Rosalia scrambled upright, chest heaving, blood smeared across her muzzle. Rick’s wolf loomed over John, massive, bristling, teeth sinking deep into the other male’s shoulder. John roared and twisted, but Rick was relentless, fury made flesh.

She had seen him fight before. She had seen him command. But this…this was different. This was personal. His wolf fought with all the fury of a father, a husband, a male who had been pushed too far.

John tried to throw him, but Rick bore down, pinning him. Their jaws clashed, a storm of blood and snapping teeth, and then Rick managed to pin him.

He looked up, eyes blazing.

The world stood still.

“Do it,” she whispered through the Iron Walker bond.

His jaws struck John’s throat.

The crack of it silenced everything.

Her father went still.

For one stunned heartbeat, Rosalia simply stared. Her father…her tormentor, her jailer, her shadow…lay limp beneath Rick’s jaws. Gone.

A weight she hadn’t realized she still carried collapsed inside her. Her legs trembled. She wanted to scream, to sob, to laugh, to run until her lungs burst. She had dreamed of this moment and feared it in equal measure, and now it was here, and she was free.

Rick lifted his head, muzzle dripping crimson, his amber eyes burning as they locked on hers. There was no hesitation in them, no regret. Only the raw, unflinching truth: he had chosen her.

But there was no time to breathe.

Because in that moment of victory, Rick had left his flank exposed.

Rosalia’s ears pricked at the snarl too late. A Black Claw wolf lunged from the side, massive, scarred, teeth bared for Rick’s unguarded throat.

Her howl tore from her chest, ragged with terror.

She launched herself forward, heart in her mouth, every instinct burning.

Time seemed to shatter into fragments. The world was blood and fire and the bond between them, straining, desperate.

As the wolf’s jaws closed around Rick’s throat, tearing through skin and muscles, Rosalia collided with him, knocking him off.

Rick fell, limp to the ground. The wolf sneered.

Raph. She knew it was Raph.

He paced in front of her, closing in.

“Well, well,” his voice came unbidden into her head, “if it isn’t John Heath’s little bi—”

He didn’t finish his sentence. Rosalia lunged forward, scraping her claws across his face, catching his eye.

Raph howled, reading back, blood pouring from the wound.

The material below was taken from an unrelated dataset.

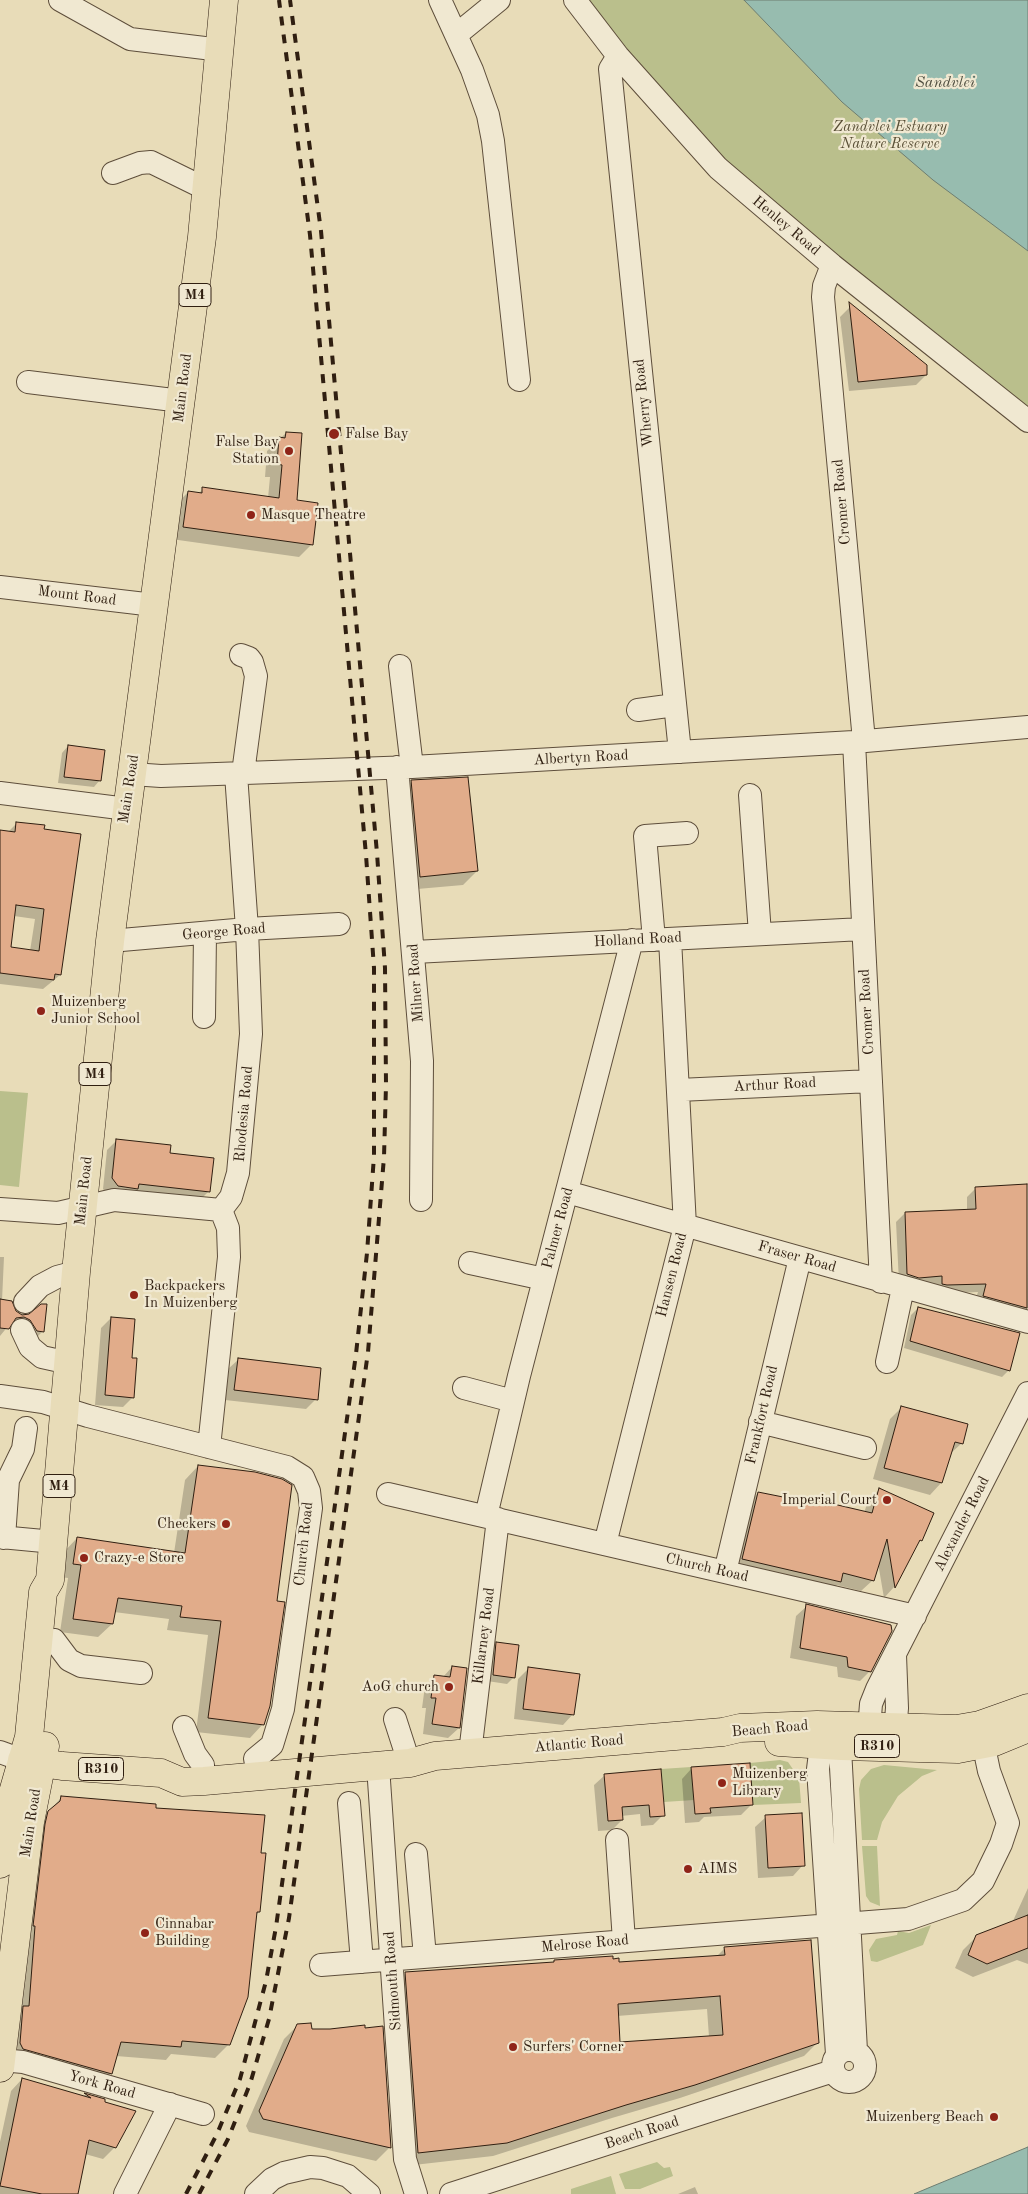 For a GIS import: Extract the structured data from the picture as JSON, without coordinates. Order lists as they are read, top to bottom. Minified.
{"streets":{"main road":["M4","Main Road","Beach Road","Atlantic Road","R310"],"street":["Henley Road","Wherry Road","Cromer Road","Mount Road","Albertyn Road","George Road","Holland Road","Milner Road","Arthur Road","Rhodesia Road","Palmer Road","Fraser Road","Hansen Road","Frankfort Road","Alexander Road","Church Road","Killarney Road","Melrose Road","Sidmouth Road","York Road"]},"crossings":[["Henley Road","Wherry Road"],["Henley Road","Cromer Road"],["Main Road","Mount Road"],["Main Road","Albertyn Road"],["Main Road","George Road"],["Main Road","Church Road"],["Main Road","Atlantic Road"],["Main Road","York Road"],["Wherry Road","Albertyn Road"],["Cromer Road","Albertyn Road"],["Cromer Road","Holland Road"],["Cromer Road","Arthur Road"],["Cromer Road","Fraser Road"],["Albertyn Road","Milner Road"],["Albertyn Road","Rhodesia Road"],["George Road","Rhodesia Road"],["Holland Road","Milner Road"],["Holland Road","Palmer Road"],["Holland Road","Hansen Road"],["Arthur Road","Hansen Road"],["Palmer Road","Fraser Road"],["Palmer Road","Hansen Road"],["Palmer Road","Church Road"],["Palmer Road","Killarney Road"],["Fraser Road","Hansen Road"],["Fraser Road","Frankfort Road"],["Hansen Road","Church Road"],["Frankfort Road","Church Road"],["Alexander Road","Church Road"],["Alexander Road","Beach Road"],["Church Road","Killarney Road"],["Church Road","Atlantic Road"],["Killarney Road","Atlantic Road"],["Beach Road","Atlantic Road"],["Beach Road","Melrose Road"],["Atlantic Road","Sidmouth Road"],["Melrose Road","Sidmouth Road"]],"water":["Sandvlei"],"parks":["Zandvlei Estuary Nature Reserve"],"places":["False Bay","False Bay Station","Masque Theatre","Muizenberg Junior School","Backpackers In Muizenberg","Imperial Court","Checkers","Crazy-e Store","AoG church","Muizenberg Library","AIMS","Cinnabar Building","Surfers' Corner","Muizenberg Beach"]}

Rosalia snapped forward, catching his neck.

He fell to the ground, blood seeping from the gaping hole in his throat.

Rosalia spat out his rancid flesh, red dripping from her teeth.

No hesitation. Rick had taught her that.

As a Black Claw wolf barreled into her, it was his face she saw. His scent flows through her.

All around her, Silvermist burned.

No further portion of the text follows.